◆ Task to complete ◆
In the entries below, find the line with "M1261,3h18l3,14h-18z" and print exactly every line from there up to and including the line with "M910,110l12,76 -19,3 -12,-76z", with no other lines.

===== Exercise inputs =====

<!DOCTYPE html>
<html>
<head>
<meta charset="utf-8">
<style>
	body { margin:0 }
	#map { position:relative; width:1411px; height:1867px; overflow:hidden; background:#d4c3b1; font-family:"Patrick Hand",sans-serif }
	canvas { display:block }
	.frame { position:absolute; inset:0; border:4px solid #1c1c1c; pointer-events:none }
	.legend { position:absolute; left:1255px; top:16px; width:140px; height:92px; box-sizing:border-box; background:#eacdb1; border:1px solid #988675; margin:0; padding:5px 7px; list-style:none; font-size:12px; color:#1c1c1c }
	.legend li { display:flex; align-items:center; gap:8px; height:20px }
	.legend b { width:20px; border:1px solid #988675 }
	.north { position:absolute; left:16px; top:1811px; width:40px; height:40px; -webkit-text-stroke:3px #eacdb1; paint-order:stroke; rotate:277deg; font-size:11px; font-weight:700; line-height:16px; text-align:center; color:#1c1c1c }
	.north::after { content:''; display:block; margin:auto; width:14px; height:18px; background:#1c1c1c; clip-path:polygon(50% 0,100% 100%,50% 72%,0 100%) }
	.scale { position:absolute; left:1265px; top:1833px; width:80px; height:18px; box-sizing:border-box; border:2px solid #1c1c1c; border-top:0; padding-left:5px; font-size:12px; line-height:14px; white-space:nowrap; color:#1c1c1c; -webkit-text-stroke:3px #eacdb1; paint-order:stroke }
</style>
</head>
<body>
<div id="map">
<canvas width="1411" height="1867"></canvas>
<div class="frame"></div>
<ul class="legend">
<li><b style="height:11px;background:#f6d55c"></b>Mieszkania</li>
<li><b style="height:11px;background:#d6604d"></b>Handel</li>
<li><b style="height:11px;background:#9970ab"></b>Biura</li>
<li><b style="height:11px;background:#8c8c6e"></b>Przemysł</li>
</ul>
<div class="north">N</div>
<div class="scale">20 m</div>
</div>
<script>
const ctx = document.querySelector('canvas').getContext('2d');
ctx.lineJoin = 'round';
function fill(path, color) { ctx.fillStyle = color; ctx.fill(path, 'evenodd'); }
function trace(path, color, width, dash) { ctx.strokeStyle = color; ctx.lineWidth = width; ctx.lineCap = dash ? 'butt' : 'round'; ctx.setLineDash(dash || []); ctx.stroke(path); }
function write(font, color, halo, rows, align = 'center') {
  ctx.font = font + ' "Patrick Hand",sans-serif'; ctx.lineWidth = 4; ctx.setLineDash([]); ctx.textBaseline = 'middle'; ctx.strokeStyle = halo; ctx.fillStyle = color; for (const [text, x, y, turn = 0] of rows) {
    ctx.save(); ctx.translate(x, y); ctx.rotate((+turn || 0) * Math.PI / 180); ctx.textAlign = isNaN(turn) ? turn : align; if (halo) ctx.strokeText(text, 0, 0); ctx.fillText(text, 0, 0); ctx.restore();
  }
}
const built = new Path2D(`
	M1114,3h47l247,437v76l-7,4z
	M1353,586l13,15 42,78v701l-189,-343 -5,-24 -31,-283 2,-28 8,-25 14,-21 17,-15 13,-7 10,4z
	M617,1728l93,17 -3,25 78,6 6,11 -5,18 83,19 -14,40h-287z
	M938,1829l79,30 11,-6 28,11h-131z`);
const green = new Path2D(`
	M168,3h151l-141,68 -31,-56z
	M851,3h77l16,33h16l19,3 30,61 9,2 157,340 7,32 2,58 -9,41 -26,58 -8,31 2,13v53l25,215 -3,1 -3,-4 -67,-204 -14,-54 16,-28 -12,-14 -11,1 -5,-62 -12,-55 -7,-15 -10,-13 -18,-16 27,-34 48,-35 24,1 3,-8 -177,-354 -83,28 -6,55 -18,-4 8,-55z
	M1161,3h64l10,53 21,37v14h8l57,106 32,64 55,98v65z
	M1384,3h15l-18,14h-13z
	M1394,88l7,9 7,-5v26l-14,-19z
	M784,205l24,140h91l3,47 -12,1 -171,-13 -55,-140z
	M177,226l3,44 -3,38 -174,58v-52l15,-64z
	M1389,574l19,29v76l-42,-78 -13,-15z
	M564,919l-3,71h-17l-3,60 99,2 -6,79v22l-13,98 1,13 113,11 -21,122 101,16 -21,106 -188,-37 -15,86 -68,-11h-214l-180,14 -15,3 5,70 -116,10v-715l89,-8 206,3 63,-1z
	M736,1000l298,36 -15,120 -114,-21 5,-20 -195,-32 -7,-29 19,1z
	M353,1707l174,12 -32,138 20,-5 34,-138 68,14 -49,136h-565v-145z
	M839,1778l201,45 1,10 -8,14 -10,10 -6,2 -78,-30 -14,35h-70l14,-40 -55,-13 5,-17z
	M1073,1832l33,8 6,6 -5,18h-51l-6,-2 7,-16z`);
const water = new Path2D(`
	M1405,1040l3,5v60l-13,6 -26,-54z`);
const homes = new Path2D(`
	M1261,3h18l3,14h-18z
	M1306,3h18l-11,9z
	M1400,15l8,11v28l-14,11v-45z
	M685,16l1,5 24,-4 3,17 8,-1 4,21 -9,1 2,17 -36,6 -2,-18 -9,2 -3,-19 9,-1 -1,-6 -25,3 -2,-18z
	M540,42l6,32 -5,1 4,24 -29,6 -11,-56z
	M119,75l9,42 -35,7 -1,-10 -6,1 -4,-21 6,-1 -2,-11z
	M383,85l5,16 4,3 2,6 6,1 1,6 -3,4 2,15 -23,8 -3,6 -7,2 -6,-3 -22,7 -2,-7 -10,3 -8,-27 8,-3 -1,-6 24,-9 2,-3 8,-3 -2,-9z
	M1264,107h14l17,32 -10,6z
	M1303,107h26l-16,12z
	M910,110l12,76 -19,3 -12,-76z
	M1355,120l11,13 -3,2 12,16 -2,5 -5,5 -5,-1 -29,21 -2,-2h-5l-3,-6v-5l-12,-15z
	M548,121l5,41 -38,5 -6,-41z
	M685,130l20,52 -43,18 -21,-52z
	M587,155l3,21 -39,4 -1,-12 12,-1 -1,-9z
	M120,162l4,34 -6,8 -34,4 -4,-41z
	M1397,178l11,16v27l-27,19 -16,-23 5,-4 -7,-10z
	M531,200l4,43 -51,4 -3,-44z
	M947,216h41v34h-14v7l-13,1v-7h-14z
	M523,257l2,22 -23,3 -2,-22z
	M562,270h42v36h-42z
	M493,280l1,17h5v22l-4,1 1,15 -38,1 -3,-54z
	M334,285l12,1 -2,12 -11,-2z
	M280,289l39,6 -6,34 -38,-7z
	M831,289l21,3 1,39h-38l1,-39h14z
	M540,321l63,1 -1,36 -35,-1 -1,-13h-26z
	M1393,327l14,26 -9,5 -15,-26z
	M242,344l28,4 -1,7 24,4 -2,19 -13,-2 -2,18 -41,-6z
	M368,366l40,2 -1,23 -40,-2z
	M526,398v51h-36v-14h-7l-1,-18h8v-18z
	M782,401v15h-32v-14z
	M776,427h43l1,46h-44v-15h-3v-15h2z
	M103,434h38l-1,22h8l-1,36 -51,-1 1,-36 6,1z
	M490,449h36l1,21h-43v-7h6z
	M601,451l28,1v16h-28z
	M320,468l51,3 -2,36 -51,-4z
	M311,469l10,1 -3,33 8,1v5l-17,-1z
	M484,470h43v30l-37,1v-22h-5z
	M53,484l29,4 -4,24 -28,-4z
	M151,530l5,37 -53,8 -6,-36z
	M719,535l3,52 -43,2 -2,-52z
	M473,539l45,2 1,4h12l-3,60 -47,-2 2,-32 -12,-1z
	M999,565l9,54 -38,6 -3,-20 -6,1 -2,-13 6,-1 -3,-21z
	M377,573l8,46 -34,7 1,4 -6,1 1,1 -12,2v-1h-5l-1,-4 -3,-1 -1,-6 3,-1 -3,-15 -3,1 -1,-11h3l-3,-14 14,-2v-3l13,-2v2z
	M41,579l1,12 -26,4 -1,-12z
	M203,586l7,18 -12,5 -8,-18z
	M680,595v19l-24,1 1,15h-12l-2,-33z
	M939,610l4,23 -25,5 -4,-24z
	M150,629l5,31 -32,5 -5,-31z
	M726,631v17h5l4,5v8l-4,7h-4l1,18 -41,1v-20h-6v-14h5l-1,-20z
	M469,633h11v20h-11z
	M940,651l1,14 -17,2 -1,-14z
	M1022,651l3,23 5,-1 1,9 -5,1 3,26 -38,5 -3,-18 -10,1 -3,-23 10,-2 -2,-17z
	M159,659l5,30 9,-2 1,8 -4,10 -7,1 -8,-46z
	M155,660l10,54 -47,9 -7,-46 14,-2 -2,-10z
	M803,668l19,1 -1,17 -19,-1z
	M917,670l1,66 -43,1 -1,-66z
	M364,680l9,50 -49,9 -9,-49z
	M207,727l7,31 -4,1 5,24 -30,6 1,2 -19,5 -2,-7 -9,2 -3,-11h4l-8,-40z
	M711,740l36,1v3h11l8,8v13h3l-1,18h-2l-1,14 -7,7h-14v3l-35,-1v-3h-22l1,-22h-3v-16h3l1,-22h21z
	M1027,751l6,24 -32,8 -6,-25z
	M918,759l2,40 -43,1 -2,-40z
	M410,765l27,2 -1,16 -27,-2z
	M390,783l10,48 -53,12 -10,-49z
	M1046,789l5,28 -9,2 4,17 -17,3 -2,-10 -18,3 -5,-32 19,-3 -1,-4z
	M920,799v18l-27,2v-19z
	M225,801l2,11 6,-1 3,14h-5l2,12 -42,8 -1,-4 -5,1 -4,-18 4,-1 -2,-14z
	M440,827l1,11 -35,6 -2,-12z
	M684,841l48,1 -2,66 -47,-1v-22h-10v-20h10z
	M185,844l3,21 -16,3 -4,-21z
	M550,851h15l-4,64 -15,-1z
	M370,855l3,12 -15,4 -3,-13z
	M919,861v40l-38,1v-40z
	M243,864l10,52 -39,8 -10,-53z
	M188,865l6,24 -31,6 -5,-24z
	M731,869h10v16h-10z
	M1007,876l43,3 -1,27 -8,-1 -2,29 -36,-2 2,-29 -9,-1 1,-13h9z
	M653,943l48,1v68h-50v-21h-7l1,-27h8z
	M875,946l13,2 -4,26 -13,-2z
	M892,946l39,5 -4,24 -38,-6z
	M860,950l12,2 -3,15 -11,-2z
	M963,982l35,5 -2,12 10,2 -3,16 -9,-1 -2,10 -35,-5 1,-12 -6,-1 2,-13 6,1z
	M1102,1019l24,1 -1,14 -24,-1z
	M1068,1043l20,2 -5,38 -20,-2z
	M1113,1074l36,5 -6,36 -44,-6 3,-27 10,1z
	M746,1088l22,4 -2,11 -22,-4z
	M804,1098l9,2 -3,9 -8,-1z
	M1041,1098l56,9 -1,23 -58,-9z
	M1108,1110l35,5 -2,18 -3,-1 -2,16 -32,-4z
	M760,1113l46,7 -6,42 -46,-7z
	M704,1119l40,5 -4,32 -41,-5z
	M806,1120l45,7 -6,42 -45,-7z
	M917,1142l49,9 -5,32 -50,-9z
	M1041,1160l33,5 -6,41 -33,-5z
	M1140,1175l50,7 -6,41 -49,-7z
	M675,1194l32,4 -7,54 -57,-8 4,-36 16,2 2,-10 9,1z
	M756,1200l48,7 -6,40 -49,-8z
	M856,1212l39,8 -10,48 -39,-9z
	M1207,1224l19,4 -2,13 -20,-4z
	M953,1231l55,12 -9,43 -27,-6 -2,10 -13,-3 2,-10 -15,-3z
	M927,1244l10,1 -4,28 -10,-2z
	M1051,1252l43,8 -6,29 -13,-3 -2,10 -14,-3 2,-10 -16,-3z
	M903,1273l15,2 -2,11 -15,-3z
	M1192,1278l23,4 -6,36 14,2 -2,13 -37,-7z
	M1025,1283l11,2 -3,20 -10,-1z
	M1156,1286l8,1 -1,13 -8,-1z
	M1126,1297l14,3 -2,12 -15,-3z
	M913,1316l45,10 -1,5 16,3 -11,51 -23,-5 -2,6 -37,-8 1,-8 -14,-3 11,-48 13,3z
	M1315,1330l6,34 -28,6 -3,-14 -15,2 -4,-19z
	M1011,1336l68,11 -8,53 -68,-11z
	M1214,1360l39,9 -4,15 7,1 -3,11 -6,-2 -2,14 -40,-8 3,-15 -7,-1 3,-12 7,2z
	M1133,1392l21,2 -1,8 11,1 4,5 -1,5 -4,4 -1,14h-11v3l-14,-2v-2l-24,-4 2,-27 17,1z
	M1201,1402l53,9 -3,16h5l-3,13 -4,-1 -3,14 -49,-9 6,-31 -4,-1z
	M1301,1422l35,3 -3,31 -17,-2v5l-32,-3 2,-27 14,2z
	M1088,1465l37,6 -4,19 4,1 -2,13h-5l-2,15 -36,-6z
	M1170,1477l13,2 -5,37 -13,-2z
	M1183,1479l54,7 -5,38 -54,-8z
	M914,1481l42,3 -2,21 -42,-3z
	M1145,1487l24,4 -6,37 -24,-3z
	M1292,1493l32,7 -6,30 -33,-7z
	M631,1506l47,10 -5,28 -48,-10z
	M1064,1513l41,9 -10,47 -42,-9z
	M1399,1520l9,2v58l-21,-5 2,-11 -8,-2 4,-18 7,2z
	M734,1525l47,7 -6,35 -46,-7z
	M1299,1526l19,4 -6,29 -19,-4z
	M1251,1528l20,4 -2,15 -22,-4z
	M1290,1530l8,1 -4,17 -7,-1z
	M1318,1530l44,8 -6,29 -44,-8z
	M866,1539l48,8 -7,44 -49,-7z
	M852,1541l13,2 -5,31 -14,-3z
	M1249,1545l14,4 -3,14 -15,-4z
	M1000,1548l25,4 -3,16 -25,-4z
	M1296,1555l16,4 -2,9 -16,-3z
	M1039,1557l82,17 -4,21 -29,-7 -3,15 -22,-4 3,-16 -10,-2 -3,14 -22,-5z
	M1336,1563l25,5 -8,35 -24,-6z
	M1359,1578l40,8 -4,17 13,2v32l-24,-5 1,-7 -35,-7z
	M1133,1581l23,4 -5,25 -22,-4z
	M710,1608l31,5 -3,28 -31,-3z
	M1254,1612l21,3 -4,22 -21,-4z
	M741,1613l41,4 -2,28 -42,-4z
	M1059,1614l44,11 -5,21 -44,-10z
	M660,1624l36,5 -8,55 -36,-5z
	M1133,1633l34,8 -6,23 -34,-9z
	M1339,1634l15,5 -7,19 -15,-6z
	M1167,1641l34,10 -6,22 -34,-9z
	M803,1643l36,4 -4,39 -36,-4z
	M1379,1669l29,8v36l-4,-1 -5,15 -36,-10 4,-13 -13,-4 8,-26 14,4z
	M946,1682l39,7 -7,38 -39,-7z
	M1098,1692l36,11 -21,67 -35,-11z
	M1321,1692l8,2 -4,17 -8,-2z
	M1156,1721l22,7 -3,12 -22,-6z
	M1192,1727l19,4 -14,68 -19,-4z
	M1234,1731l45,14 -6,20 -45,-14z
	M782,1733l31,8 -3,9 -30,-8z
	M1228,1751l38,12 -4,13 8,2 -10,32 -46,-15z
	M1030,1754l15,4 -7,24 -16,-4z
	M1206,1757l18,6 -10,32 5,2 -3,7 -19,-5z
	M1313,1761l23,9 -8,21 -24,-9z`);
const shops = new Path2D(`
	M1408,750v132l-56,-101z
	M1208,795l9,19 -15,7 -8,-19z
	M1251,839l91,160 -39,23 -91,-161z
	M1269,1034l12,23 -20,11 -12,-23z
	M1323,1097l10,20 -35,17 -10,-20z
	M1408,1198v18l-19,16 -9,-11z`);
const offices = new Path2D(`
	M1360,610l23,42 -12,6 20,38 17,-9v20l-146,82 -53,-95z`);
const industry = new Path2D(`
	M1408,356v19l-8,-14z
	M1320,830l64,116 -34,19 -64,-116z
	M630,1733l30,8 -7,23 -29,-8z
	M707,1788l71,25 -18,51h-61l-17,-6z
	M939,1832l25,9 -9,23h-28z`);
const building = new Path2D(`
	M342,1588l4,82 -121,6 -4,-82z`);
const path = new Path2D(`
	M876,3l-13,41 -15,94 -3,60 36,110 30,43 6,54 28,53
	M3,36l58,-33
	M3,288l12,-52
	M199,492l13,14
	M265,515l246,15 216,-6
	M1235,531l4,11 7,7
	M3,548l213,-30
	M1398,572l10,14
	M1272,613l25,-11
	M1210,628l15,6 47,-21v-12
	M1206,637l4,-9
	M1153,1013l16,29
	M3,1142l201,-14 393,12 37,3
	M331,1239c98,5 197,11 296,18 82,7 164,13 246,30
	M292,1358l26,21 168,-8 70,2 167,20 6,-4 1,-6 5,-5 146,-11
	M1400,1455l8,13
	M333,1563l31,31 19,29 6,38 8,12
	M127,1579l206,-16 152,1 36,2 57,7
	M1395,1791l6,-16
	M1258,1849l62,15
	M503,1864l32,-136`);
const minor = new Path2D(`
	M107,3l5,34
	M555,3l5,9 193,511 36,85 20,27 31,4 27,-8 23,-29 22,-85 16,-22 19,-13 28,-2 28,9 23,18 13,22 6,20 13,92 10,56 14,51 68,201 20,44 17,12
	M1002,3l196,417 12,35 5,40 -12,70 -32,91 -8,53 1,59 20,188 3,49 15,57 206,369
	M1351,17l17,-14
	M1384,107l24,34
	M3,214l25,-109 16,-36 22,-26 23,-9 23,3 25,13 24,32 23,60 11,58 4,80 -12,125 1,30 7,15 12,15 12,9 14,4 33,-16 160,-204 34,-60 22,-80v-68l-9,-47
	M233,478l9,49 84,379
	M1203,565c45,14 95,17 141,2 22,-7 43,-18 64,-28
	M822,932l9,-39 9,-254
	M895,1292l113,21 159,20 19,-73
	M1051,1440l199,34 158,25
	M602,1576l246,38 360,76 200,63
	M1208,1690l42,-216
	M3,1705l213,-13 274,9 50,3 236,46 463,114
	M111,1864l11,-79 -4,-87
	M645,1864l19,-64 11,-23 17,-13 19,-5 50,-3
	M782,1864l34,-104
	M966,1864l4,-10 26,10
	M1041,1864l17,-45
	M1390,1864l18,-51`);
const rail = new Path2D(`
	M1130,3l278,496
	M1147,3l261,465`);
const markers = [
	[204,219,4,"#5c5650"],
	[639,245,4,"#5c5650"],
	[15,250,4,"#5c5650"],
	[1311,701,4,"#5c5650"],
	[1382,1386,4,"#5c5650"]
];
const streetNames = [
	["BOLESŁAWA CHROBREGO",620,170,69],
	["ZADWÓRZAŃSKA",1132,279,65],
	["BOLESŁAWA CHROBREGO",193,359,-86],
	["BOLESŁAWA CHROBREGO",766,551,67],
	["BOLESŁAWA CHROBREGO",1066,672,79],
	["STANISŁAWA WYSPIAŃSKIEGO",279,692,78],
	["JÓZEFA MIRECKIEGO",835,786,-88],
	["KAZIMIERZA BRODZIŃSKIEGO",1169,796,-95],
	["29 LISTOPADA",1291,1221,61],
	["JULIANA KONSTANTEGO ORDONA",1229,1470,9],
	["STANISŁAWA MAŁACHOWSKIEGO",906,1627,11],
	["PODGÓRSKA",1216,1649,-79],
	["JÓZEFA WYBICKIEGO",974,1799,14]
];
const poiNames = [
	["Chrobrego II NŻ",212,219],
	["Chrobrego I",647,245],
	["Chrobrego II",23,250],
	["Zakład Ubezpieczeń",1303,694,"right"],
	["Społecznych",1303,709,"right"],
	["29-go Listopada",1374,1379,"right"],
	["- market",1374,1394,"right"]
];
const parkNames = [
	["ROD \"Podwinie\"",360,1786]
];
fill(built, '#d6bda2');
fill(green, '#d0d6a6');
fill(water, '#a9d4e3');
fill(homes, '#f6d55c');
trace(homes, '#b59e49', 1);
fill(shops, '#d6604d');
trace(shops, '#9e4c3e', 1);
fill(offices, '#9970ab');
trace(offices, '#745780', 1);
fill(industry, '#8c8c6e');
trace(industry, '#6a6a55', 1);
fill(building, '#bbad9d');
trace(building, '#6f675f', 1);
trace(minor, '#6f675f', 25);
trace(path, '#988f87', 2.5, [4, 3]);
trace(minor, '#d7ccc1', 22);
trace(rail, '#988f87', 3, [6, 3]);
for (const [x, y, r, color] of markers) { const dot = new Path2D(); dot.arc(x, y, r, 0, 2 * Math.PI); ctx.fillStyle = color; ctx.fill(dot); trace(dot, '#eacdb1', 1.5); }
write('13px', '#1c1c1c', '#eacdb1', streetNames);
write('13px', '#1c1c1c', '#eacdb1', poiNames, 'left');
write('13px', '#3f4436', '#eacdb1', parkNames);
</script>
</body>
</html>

=====

◆ Solution below ◆
	M1261,3h18l3,14h-18z
	M1306,3h18l-11,9z
	M1400,15l8,11v28l-14,11v-45z
	M685,16l1,5 24,-4 3,17 8,-1 4,21 -9,1 2,17 -36,6 -2,-18 -9,2 -3,-19 9,-1 -1,-6 -25,3 -2,-18z
	M540,42l6,32 -5,1 4,24 -29,6 -11,-56z
	M119,75l9,42 -35,7 -1,-10 -6,1 -4,-21 6,-1 -2,-11z
	M383,85l5,16 4,3 2,6 6,1 1,6 -3,4 2,15 -23,8 -3,6 -7,2 -6,-3 -22,7 -2,-7 -10,3 -8,-27 8,-3 -1,-6 24,-9 2,-3 8,-3 -2,-9z
	M1264,107h14l17,32 -10,6z
	M1303,107h26l-16,12z
	M910,110l12,76 -19,3 -12,-76z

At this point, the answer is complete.